Abstract

Purpose: The purpose of this study was to evaluate the process and feasibility of retrieving patient records in a variety of physiotherapy care settings in the Gauteng province in the Republic of South Africa.Methods: Thirteen public and private health care facilities providing physiotherapy services were studied. Multiple methods of data collection (facility walk-through observation aided by a researcher designed checklist, in-depth interviews and attempting to retrieve physiotherapy records) were employed to evaluate the process of retrieving physiotherapy patient records, determine physiotherapy record retrieval rates and to determine the factors that were influencing record retrieval.Results: The process of retrieving physiotherapy records was arduous and multi-faceted, with some health care facilities allowing patients to take their records home. A final retrieval rate of 46% (36.3% – 100%) was obtained.
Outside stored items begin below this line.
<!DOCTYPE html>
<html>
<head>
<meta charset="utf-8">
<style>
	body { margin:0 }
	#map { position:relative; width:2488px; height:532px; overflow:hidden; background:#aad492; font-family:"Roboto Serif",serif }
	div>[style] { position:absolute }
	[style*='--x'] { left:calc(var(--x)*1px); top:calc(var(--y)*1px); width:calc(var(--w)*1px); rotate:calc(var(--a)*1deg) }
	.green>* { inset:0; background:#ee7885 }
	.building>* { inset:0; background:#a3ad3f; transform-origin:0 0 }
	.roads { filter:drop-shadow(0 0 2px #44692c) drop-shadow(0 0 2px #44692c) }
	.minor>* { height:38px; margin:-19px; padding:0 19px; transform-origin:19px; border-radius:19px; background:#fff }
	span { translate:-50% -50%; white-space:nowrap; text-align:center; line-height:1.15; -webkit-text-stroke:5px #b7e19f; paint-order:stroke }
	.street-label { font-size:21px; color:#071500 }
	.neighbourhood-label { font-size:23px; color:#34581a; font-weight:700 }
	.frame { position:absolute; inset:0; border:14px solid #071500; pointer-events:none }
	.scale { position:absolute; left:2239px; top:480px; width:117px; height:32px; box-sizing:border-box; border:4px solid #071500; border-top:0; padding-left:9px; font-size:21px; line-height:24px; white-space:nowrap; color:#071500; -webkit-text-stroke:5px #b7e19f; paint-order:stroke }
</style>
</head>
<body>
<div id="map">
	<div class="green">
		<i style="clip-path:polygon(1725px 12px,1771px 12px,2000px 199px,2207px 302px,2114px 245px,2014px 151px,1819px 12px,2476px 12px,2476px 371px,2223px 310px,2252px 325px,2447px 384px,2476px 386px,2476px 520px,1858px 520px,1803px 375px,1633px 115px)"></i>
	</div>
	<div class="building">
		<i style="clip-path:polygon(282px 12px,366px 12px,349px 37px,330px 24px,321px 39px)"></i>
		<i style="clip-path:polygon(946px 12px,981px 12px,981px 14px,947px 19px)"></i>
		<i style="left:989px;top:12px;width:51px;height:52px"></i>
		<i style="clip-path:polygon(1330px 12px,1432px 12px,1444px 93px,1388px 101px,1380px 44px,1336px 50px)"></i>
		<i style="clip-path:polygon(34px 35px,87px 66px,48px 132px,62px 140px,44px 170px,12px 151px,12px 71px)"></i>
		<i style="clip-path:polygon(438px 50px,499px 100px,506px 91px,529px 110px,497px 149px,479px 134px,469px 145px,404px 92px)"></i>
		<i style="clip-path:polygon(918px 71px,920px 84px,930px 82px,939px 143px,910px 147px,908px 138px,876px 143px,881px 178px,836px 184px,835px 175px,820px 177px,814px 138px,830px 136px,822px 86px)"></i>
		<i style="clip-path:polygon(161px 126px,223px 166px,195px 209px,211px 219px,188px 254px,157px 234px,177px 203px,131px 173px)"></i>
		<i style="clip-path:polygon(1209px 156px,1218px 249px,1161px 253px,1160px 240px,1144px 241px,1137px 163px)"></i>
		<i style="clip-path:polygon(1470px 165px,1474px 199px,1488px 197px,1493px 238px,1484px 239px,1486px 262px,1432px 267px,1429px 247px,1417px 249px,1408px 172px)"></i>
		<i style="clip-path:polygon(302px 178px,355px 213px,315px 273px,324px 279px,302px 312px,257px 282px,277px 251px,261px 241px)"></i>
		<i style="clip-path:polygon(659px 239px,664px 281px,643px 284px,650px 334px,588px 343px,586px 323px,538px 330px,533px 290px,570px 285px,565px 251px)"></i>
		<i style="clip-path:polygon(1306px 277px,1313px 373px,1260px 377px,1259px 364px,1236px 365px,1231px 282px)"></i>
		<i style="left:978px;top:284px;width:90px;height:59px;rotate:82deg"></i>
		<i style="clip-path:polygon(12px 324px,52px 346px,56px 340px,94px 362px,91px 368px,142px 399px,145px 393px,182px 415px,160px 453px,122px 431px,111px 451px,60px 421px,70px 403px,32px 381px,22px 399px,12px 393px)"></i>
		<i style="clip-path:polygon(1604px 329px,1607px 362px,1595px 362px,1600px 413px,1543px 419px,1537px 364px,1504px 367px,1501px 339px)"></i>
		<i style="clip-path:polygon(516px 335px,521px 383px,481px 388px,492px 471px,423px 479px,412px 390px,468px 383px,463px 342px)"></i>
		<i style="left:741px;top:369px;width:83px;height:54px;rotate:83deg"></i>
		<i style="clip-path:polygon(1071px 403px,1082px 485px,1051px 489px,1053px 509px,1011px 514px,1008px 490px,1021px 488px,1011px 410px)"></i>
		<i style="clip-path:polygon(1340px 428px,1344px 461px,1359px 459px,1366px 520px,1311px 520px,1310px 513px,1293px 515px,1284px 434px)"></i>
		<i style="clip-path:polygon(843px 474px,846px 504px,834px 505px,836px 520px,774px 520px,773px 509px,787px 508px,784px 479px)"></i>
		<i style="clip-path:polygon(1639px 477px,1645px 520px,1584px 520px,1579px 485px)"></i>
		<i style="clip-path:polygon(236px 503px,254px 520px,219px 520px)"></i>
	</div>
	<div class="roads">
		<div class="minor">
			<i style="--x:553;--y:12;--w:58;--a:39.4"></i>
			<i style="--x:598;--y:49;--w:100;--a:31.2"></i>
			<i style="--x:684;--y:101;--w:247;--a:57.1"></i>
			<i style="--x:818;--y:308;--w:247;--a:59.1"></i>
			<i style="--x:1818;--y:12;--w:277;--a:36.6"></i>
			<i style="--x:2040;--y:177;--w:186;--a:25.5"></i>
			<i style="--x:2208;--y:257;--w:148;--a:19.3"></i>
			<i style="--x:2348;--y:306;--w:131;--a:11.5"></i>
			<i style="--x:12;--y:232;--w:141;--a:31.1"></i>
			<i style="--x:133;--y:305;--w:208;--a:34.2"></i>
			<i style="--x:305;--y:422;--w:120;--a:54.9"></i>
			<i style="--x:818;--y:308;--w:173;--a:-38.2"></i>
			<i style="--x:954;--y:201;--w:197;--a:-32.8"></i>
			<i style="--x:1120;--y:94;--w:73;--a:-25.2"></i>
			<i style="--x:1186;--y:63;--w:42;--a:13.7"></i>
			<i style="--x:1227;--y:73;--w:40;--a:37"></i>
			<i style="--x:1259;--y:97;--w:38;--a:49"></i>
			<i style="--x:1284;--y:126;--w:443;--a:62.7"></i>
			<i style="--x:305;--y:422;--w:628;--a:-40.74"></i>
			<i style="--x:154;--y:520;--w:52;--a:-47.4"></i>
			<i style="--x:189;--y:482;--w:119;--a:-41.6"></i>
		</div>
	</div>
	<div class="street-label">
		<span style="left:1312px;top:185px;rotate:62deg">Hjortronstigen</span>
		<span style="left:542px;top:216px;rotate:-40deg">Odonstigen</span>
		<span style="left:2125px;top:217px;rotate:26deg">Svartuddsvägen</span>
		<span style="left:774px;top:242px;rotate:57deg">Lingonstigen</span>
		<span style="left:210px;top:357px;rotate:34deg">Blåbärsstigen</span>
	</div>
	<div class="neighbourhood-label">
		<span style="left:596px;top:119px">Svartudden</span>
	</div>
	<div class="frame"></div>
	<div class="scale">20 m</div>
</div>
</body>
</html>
An odds ratio calculation revealed that it was 13.09 (CI: 8.99 – 19.13; p < 0.001) times more possible to retrieve records of patients treated in private physiotherapy care settings (87.4% retrieval rate) than in public sector physiotherapy care settings (34.67% retrieval rate).Conclusions: This study concludes that the process of retrieving physiotherapy records was arduous and lacked uniformity in public sector hospitals. Further a low physiotherapy record retrieval rate was obtained.